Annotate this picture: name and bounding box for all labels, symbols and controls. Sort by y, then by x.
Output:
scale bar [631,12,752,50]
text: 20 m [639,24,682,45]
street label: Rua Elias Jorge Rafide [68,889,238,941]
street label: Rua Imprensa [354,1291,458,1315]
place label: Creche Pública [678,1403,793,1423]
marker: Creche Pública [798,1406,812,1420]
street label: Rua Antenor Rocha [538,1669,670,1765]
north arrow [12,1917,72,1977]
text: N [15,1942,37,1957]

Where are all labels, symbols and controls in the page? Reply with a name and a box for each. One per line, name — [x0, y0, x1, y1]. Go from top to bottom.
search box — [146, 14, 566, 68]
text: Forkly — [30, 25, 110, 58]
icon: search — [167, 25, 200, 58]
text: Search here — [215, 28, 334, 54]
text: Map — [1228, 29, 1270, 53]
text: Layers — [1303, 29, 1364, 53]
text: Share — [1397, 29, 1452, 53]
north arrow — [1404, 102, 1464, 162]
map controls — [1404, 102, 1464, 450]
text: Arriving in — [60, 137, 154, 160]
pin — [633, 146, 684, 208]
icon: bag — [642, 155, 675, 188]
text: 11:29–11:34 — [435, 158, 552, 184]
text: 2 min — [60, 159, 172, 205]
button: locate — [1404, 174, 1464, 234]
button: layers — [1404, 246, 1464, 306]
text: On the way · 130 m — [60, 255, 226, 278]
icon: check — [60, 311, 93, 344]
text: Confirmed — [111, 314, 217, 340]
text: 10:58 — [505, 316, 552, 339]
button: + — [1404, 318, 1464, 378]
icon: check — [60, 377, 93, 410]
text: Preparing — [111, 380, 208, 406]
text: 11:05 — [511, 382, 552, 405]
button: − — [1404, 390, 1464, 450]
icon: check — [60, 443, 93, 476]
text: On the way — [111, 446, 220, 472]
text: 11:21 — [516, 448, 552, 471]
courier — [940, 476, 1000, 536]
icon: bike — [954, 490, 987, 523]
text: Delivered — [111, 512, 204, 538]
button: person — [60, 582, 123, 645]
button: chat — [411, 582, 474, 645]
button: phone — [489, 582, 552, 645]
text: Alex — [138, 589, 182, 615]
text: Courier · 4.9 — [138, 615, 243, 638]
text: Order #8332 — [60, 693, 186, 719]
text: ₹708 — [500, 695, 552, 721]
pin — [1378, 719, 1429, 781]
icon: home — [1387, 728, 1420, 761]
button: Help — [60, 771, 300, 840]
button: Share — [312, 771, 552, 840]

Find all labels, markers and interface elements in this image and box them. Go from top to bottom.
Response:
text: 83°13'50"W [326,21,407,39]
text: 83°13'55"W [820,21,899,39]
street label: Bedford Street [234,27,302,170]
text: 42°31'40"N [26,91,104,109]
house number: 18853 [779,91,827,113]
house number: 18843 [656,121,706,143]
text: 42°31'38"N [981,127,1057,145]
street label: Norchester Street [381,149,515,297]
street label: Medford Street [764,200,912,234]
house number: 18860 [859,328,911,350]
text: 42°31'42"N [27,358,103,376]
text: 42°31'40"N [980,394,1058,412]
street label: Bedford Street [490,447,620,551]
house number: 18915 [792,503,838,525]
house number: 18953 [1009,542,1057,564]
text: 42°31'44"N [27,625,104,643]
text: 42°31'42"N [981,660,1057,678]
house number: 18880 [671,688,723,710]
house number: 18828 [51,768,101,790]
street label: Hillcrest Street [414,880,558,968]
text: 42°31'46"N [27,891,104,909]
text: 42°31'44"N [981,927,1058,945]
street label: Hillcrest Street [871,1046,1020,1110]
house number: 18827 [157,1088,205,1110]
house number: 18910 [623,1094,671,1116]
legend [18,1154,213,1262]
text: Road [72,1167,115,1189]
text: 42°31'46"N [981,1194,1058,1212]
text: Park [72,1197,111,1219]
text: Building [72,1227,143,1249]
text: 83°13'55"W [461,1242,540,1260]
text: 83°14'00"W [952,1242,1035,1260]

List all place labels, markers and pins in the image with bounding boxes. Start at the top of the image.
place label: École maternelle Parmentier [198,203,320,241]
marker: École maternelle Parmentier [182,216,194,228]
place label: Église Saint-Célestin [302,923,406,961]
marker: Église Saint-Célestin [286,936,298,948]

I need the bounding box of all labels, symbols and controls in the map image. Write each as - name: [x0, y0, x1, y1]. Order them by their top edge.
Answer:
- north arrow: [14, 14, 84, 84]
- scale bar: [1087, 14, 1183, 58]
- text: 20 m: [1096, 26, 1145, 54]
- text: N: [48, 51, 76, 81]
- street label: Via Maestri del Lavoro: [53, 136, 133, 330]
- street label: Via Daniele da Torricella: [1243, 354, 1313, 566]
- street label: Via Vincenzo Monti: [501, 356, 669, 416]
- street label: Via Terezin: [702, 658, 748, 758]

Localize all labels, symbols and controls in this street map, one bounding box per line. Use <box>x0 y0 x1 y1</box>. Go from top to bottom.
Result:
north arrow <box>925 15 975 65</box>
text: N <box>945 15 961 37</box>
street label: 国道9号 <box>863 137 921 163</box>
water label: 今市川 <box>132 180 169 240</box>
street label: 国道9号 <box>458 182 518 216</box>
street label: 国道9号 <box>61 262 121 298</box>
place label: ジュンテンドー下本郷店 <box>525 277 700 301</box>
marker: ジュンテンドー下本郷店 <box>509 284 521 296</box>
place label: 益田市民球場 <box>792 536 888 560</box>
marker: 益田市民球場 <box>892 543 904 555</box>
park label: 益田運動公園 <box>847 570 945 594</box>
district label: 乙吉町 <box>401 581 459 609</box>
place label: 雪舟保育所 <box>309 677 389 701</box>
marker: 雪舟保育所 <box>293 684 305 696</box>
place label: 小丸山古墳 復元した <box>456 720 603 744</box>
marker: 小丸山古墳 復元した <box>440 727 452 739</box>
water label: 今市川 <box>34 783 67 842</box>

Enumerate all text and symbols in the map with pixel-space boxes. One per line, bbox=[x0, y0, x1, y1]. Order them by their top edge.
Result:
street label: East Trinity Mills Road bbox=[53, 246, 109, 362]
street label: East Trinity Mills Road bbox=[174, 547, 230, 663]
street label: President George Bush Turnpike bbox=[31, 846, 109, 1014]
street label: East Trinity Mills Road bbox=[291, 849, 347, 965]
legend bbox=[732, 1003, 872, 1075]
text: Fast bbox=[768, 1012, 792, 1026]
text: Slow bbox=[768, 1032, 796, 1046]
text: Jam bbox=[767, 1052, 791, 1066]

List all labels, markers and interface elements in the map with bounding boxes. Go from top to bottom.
------------------------------------
> Action item
The word "them": say how many lines of the records hold it, and give nothing but the number.

> Task answer
3